There are 3 distinct layers of water in the pond:

  • The top layer, which has a low salt content.
  • An intermediate insulating layer with a salt gradient, which establishes a density gradient that prevents heat exchange by natural convection.
  • The bottom layer, which has a high salt content.

If the water is relatively translucent, and the pond’s bottom has high optical absorption, then nearly all of the incident solar radiation (sunlight) will go into heating the bottom layer.

When solar energy is absorbed in the water, its temperature increases, causing thermal expansion and reduced density. If the water were fresh, the low-density warm water would float to the surface, causing a convection current. The temperature gradient alone causes a density gradient that decreases with depth. However the salinity gradient forms a density gradient that increases with depth, and this counteracts the temperature gradient, thus preventing heat in the lower layers from moving upwards by convection and leaving the pond. This means that the temperature at the bottom of the pond will rise to over 90 °C while the temperature at the top of the pond is usually around 30 °C. A natural example of these effects in a saline water body is Solar Lake in the Sinai Peninsula of Egypt.

The heat trapped in the salty bottom layer can be used for many different purposes, such as the heating of buildings or industrial hot water or to drive an organic Rankine cycle turbine or Stirling engine for generating electricity.

Advantages and disadvantages

  • The approach is particularly attractive for rural areas in developing countries. Very large area collectors can be set up for just the cost of the clay or plastic pond liner.
  • The evaporated surface water needs to be constantly replenished.
  • The accumulating salt crystals have to be removed and can be both a valuable by-product and a maintenance expense.
  • No need of a separate collector for this thermal storage system.

Efficiency

The energy obtained is in the form of low-grade heat of 70 to 80 °C compared to an assumed 20 °C ambient temperature.

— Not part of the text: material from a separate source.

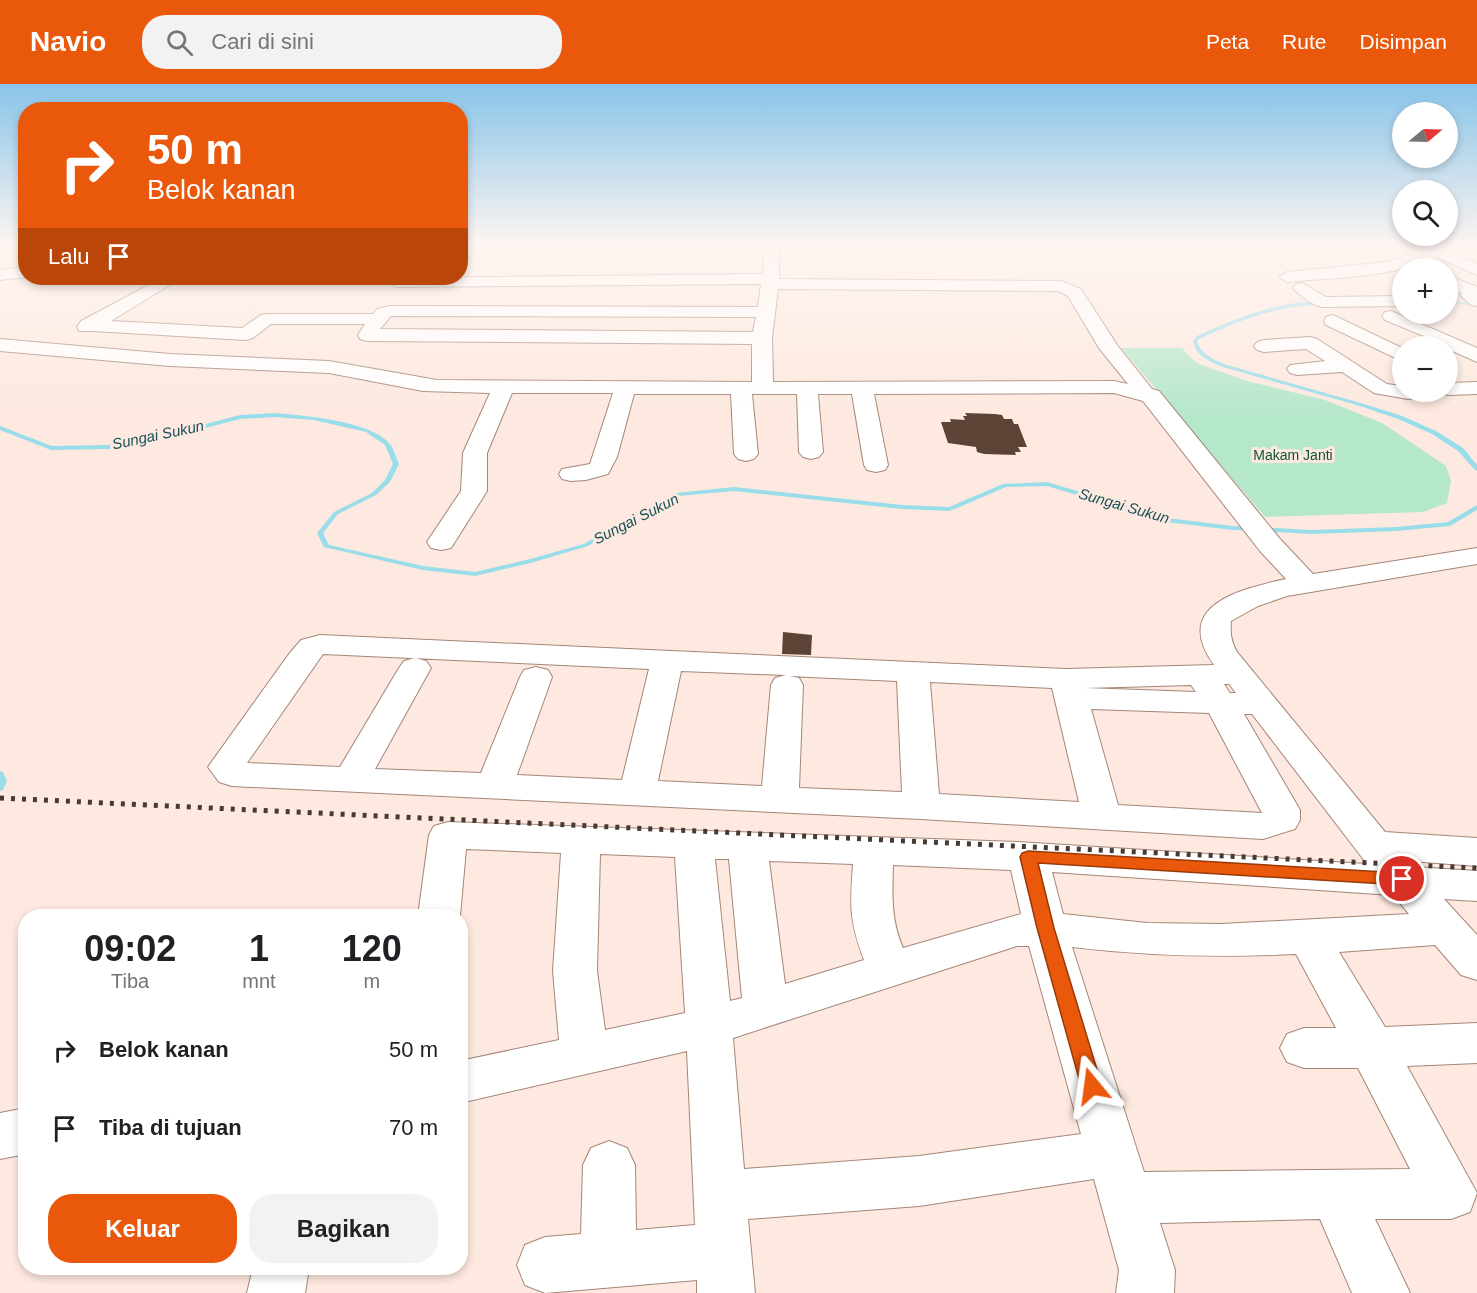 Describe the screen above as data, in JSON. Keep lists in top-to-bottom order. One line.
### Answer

According to the second law of thermodynamics, the maximum theoretical efficiency of a cycle that uses heat from a high temperature reservoir at 80 °C and has a lower temperature of 20 °C is 1−(273+20)/(273+80)=17%. By comparison, a power plant’s heat engine delivering high-grade heat at 800 °C would have a maximum theoretical limit of 73% for converting heat into useful work (and thus would be forced to divest as little as 27% in waste heat to the cold temperature reservoir at 20 °C). The low efficiency of solar ponds is usually justified with the argument that the ‘collector’, being just a plastic-lined pond, might potentially result in a large-scale system that is of lower overall levelised energy cost than a solar concentrating system.